We spoke to Derek Dawson, solicitor and head of commercial department at Paul Crowley & Co, about the most common questions he gets from new businesses.
What’s the most important legal consideration to think about?
They need to look at debt and suffering unpaid debt. If you are going to give credit include terms and conditions and make sure they’re suitable. They need to be reasonably bespoke and you need to make sure they’re incorporated into any contract. You can incorporate that in a number of different ways; get them to sign up before you do anything, you can put them in invoices and include in emails that they’re available on request.
To avoid bad debt you need to know who you’re contracting with. This means investing in some risk management; you may be more interested in the business than working out whether you’re going to get paid, but you need to have risk assessment in place.
What can SMEs do if they incur bad debts?
Be aware of the Late Payment of Commercial Debts (Interest) Act 1998, irrespective of whether it’s in your terms and conditions. It’s quite a useful tool. You can charge interest eight percentage points over base rate. You may be entitled to compensation.
What about funding and working with banks?
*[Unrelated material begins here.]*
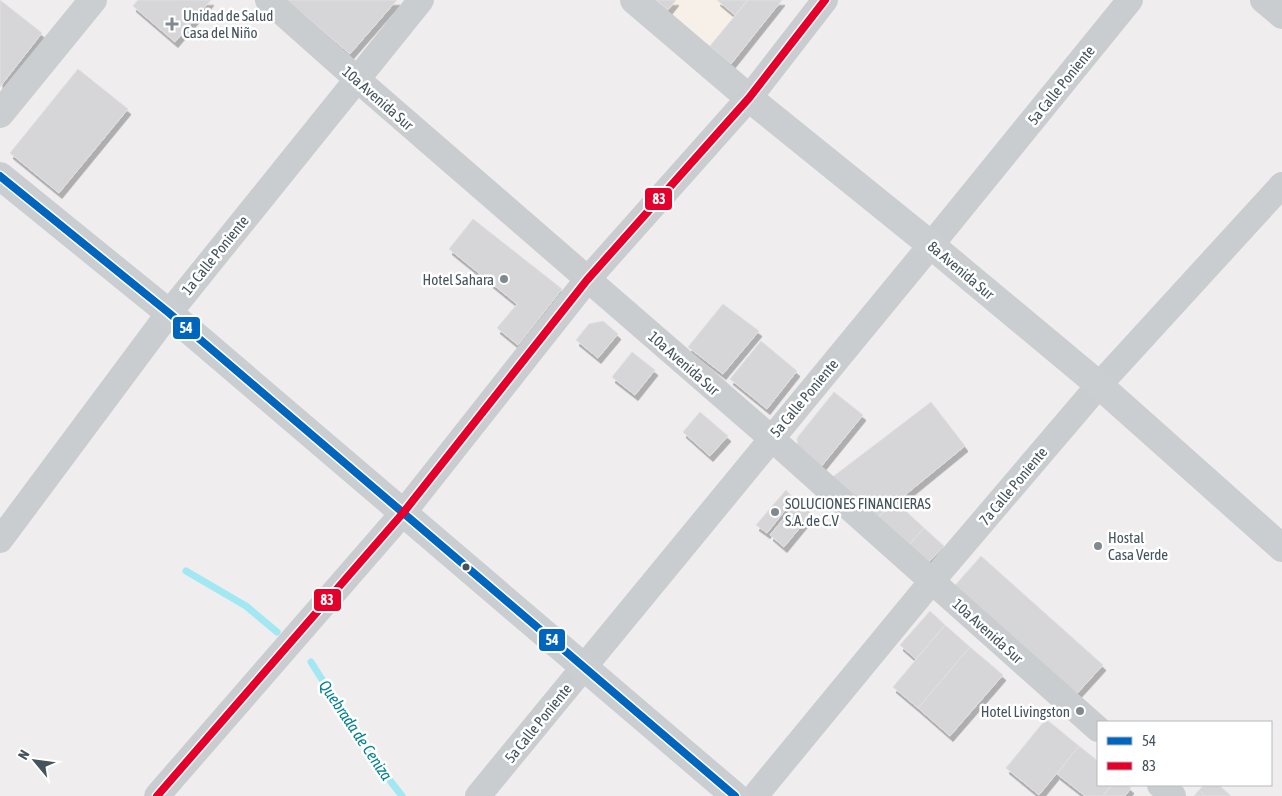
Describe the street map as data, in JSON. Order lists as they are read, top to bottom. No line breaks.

Be aware of the personal guarantees. If you’re a limited company a bank or supplier may require personal guarantee. You may not realise your personal assets are up for grabs, not just your company’s.
What do startups need to think about when it comes to corporate structure?
For a new business, limited liability’s generally better. [However] for obvious reasons, people may be hesitant to trade with new entities.
The big one for new businesses is the limited shareholder and partnership agreement, to record what investments are being made – what they are providing to the business. What will happen on the fallout? When they start, most people aren’t thinking about that, but if there’s a problem in the future, what will happen? It’s a useful tool because everyone goes into it with their eyes open and you avoid a potential expensive squabble.
How have these issues changed recently?
Employment’s a big one. It’s good for new business to have insurance against cases. If you have insurance you minimise the risk. Even good employers still get taken to court.
What are the basic tools they need to handle taxes and would you recommend seeking advice?
Always work with a good accountant. They’re worth their weight on gold, don’t try to do it yourself.
Are there any particularly government agencies or advice sources that can help with startups research legal issues?
BIS [Department for Business, Innovation & Skills] have good guidance on debt. British Chambers of Commerce is generally quite useful. For minimum payment as well, if you join you have access to all their material.
What about taking on premises and staff?
Look at the break clauses. If they enter into a long lease and they’re uncertain whether it will be successful. Landlords aren’t overly keen, but they will do it.
Make sure you have good references. Try to find as much information as possible, check the qualifications, examine the documentation. Supervision of staff is critical, you don’t know what you’re going to get until they start. A lot of this is just common sense.
How much of this stuff should be included in the business plan?
It’s entirely separate to most of these issues. They need to think about what shareholders are putting in. This is a matter for the accountant. They can prepare forecasts and help with planning.